Collected data
......

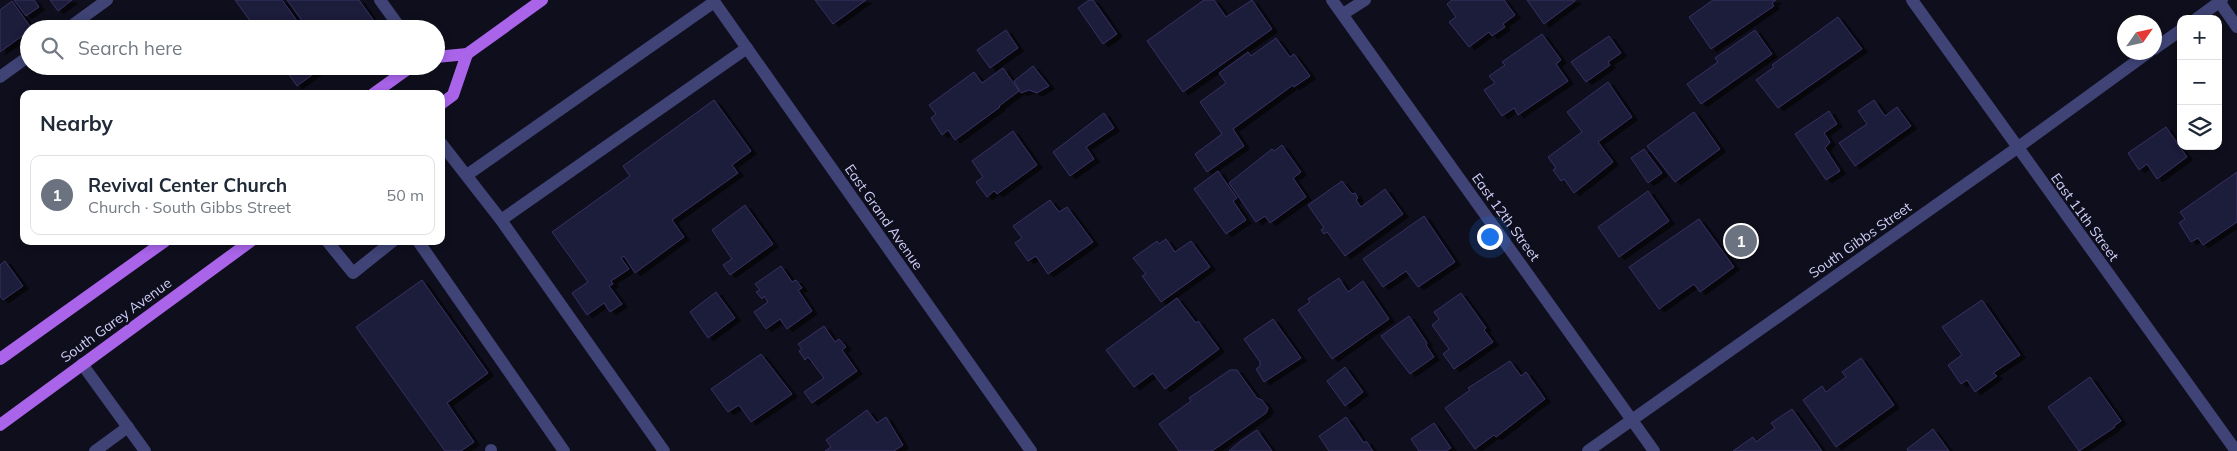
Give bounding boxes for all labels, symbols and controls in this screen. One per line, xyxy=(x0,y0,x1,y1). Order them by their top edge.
north arrow xyxy=(2117,15,2162,60)
map controls xyxy=(2177,15,2222,150)
button: + xyxy=(2177,15,2222,60)
search box xyxy=(20,20,445,75)
icon: search xyxy=(38,34,66,62)
text: Search here xyxy=(78,36,182,60)
button: − xyxy=(2177,60,2222,105)
button: layers xyxy=(2177,105,2222,150)
text: Nearby xyxy=(40,110,113,136)
street label: East Grand Avenue xyxy=(841,161,927,273)
street label: East 12th Street xyxy=(1468,170,1544,265)
street label: East 11th Street xyxy=(2047,170,2123,265)
text: Revival Center Church xyxy=(88,173,287,197)
text: 1 xyxy=(52,185,62,205)
text: 50 m xyxy=(387,185,424,205)
text: Church · South Gibbs Street xyxy=(88,197,291,217)
street label: South Gibbs Street xyxy=(1805,198,1915,282)
pin: 1 xyxy=(1725,222,1757,260)
your location xyxy=(1477,224,1503,250)
street label: South Garey Avenue xyxy=(57,274,175,366)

......

» EXERCISE:
In your copy of the records above, include every line exactly but no pictures.

» EXPECTED ANSWER:
Give bounding boxes for all labels, symbols and controls in this screen. One per line, xyxy=(x0,y0,x1,y1). Order them by their top edge.
north arrow xyxy=(2117,15,2162,60)
map controls xyxy=(2177,15,2222,150)
button: + xyxy=(2177,15,2222,60)
search box xyxy=(20,20,445,75)
icon: search xyxy=(38,34,66,62)
text: Search here xyxy=(78,36,182,60)
button: − xyxy=(2177,60,2222,105)
button: layers xyxy=(2177,105,2222,150)
text: Nearby xyxy=(40,110,113,136)
street label: East Grand Avenue xyxy=(841,161,927,273)
street label: East 12th Street xyxy=(1468,170,1544,265)
street label: East 11th Street xyxy=(2047,170,2123,265)
text: Revival Center Church xyxy=(88,173,287,197)
text: 1 xyxy=(52,185,62,205)
text: 50 m xyxy=(387,185,424,205)
text: Church · South Gibbs Street xyxy=(88,197,291,217)
street label: South Gibbs Street xyxy=(1805,198,1915,282)
pin: 1 xyxy=(1725,222,1757,260)
your location xyxy=(1477,224,1503,250)
street label: South Garey Avenue xyxy=(57,274,175,366)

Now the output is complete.